Ok, this may sound a little silly and may have been touched on before by others. I have not tried this yet, but it would be possible to rip a DVD, use DVD2AVI and TMPGEnc to make a gig or so movie file, then burn this to a blank DVD in VideoCD format, thus allowing you to record awesome amount of movie (probably the whole of Star Wars series) onto a single (now relatively cheap, although you will have to tell me where to buy them dRD, as I missed your advice) DVD. Obvious added benefit, no swapping CDRs half way through your playback! Also, cheaper, as the Star Wars Trilogy would be about 6 or seven hours of movie, which would take at least 5 decent CDRs, more expensive than 1 relatively cheap DVD. I am sure you would have to use 48KHz audio. Maybe instead of posting, I should do some testing, off to the shops now to buy some new blankies! OH Bugger, all the shops are closed. Paul. Drawback : Need DVD burner :-( I have one, but not everyone does, of course. Sorry to those who have not yet invested.
Relatively simple process, but I prefer CVD instead of VCD, due its much better picture quality -- but I can still squeeze 3 average length movies on one DVD-R by moving my CVD movies off from CDs to DVD-R with very, very good quality.

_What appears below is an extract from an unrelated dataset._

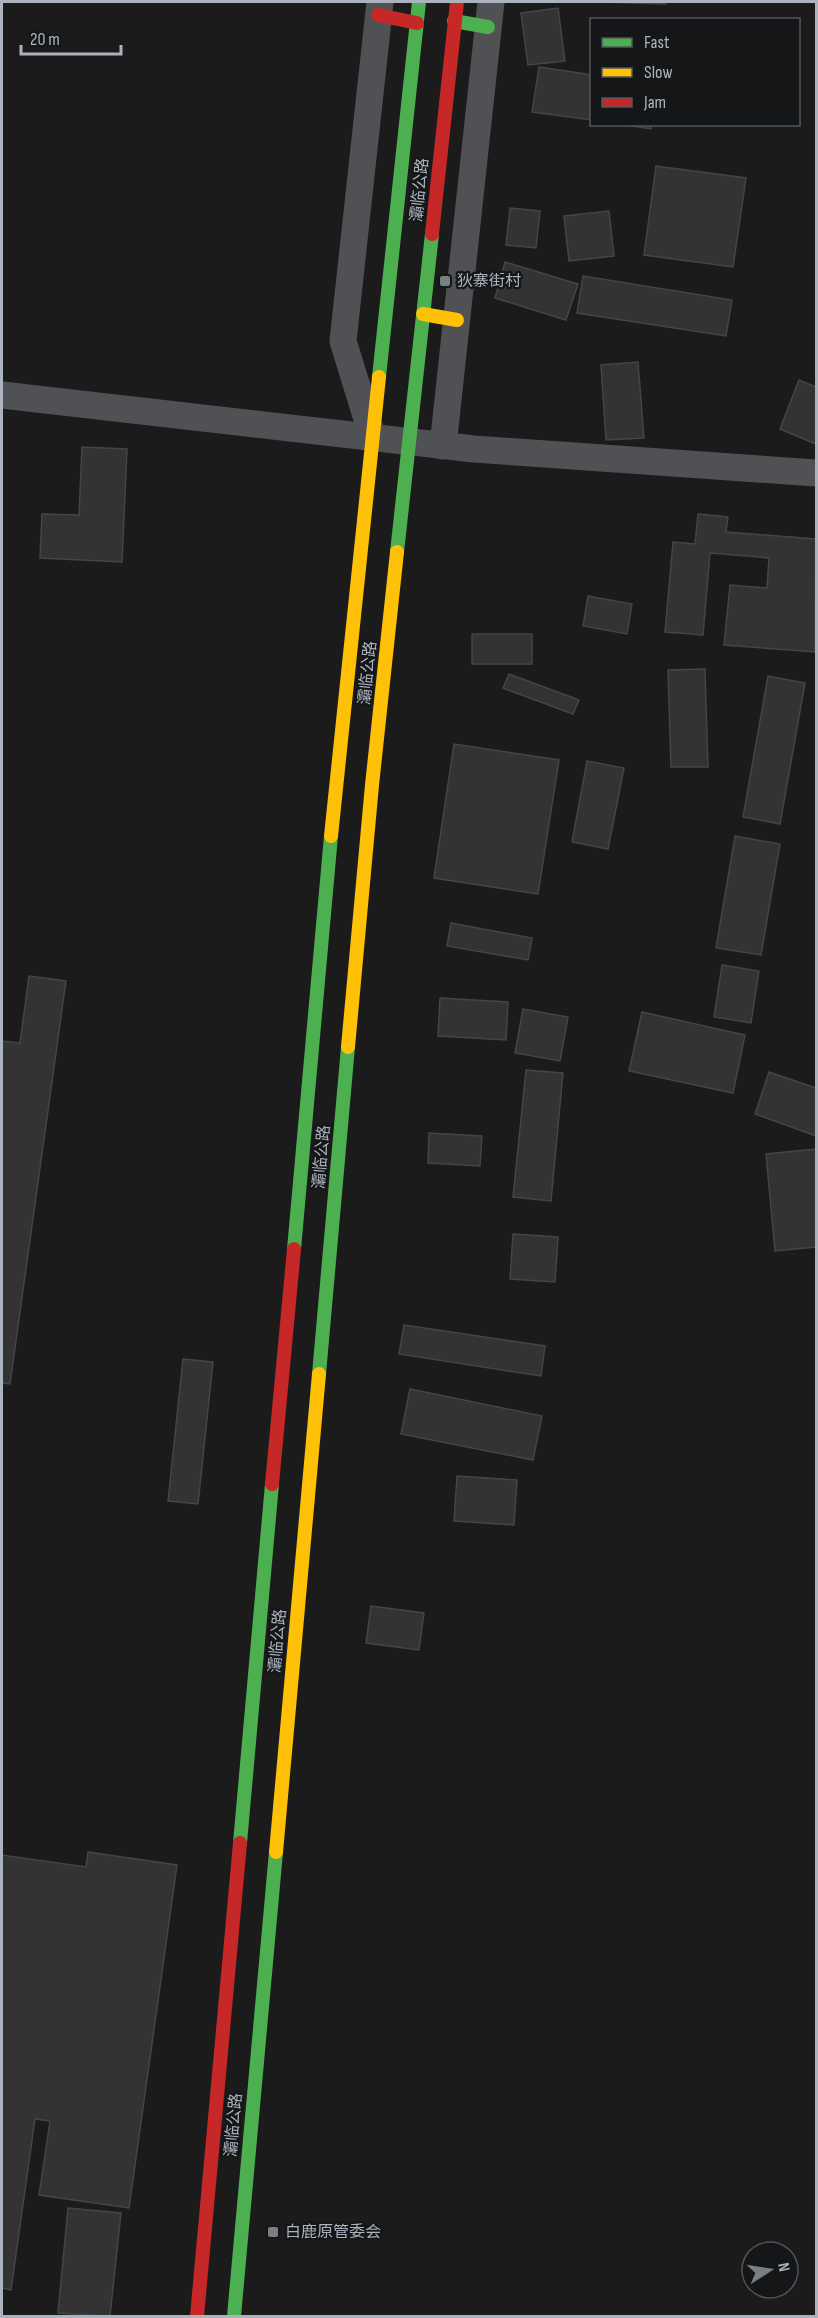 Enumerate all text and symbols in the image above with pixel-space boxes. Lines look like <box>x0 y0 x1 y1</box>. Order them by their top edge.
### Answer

For VCD-on-DVD we also have a guide available in our article section (as for making CVDs from your DVDs, etc). Ah, the sites: http://www.bigpockets.co.uk/ http://ww.digitalpromo.co.uk/
Thanks for the help, will try the Chinese Video Disc Format, although would that work in standalones? Paul.
If your player supports SVCD, it will work on CD as well -- on DVD it works for sure, since 352x480/576 is one of the DVD specs.
So is CVD the Betamax of Video standards recorded on CD Media? Better Quality picture, but for some reason did not take off? Can you record the same length of CVD onto a CDR as VCD? (Too many abbreviations) Paul.